Okay Jake I have tried to be patient in the hopes that you could complete your task without further instruction. You have proven incapable. So, here is an example for you.
James Madison was a founding father and considered the author of the Constitution. This is his statement on secession during the 1787 constitutional convention in which a proposal was made to allow the federal government to suppress a seceding state:
"A union of the states containing such an ingredient seemed to provide for its own destruction. The use of force against a state would look more like a declaration of war than an infliction of punishment and would probably be considered by the party attacked as a dissolution of all previous compacts by which it might be bound."
See how easy that was Jake. Now its your turn.
If you think Madison was saying secession is legal, then you are an idiot.
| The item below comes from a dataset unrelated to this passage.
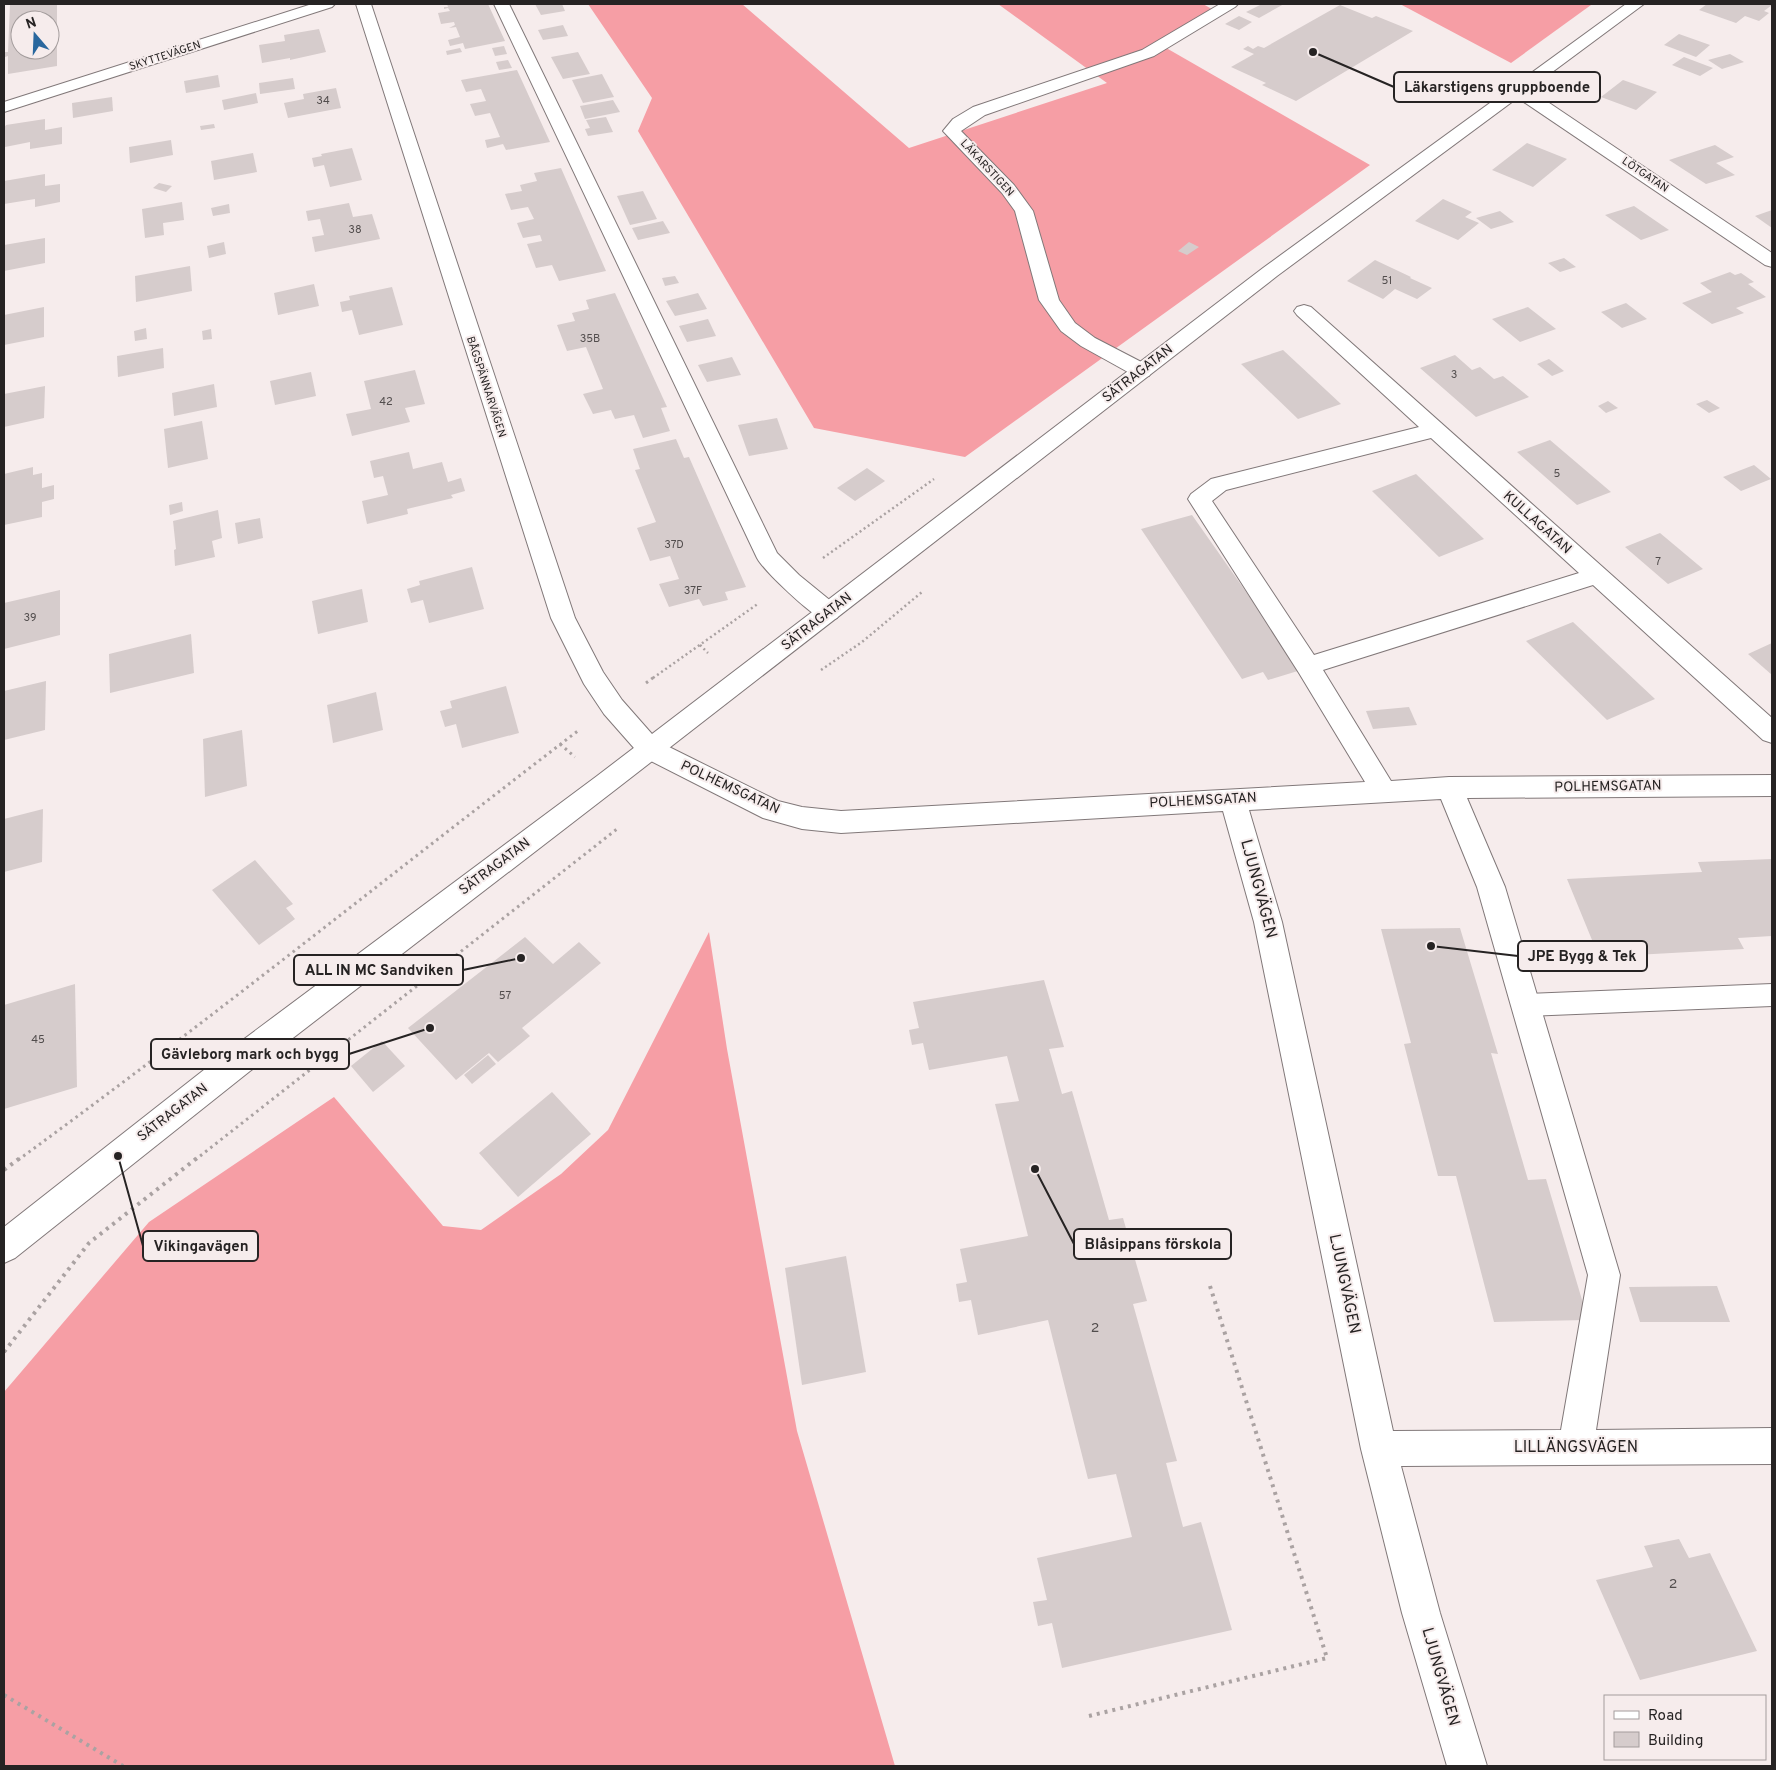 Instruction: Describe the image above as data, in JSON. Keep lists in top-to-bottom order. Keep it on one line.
{"streets":{"street":["SKYTTEVÄGEN","LÄKARSTIGEN","LÖTGATAN","SÄTRAGATAN","BÅGSPÄNNARVÄGEN","KULLAGATAN","POLHEMSGATAN","LJUNGVÄGEN","LILLÄNGSVÄGEN"]},"crossings":[["LÄKARSTIGEN","SÄTRAGATAN"],["LÖTGATAN","SÄTRAGATAN"],["SÄTRAGATAN","BÅGSPÄNNARVÄGEN"],["SÄTRAGATAN","POLHEMSGATAN"],["BÅGSPÄNNARVÄGEN","POLHEMSGATAN"],["POLHEMSGATAN","LJUNGVÄGEN"],["LJUNGVÄGEN","LILLÄNGSVÄGEN"]],"places":["Läkarstigens gruppboende","JPE Bygg & Tek","ALL IN MC Sandviken","Gävleborg mark och bygg","Vikingavägen","Blåsippans förskola"],"house_numbers":["34","38","51","35B","3","42","5","37D","7","37F","39","57","45","2","2"],"legend":["Road","Building"],"north":"top"}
Here is the entire context. I will bold the parts you conveniently left out:
Mr. Madison, observed that the more he reflected on the use of force, the more he doubted the practicability, the justice and the efficacy of it when applied to people collectively and not individually.--, A Union of the States containing such an ingredient seemed to provide for its own destruction. The use of force agst. a State, would look more like a declaration of war, than an infliction of punishment, and would probably be considered by the party attacked as a dissolution of all previous compacts by which it might be bound.
He hoped that such a system would be framed as might render this recourse unnecessary, and moved that the clause be postponed. This motion was agreed to nem. con.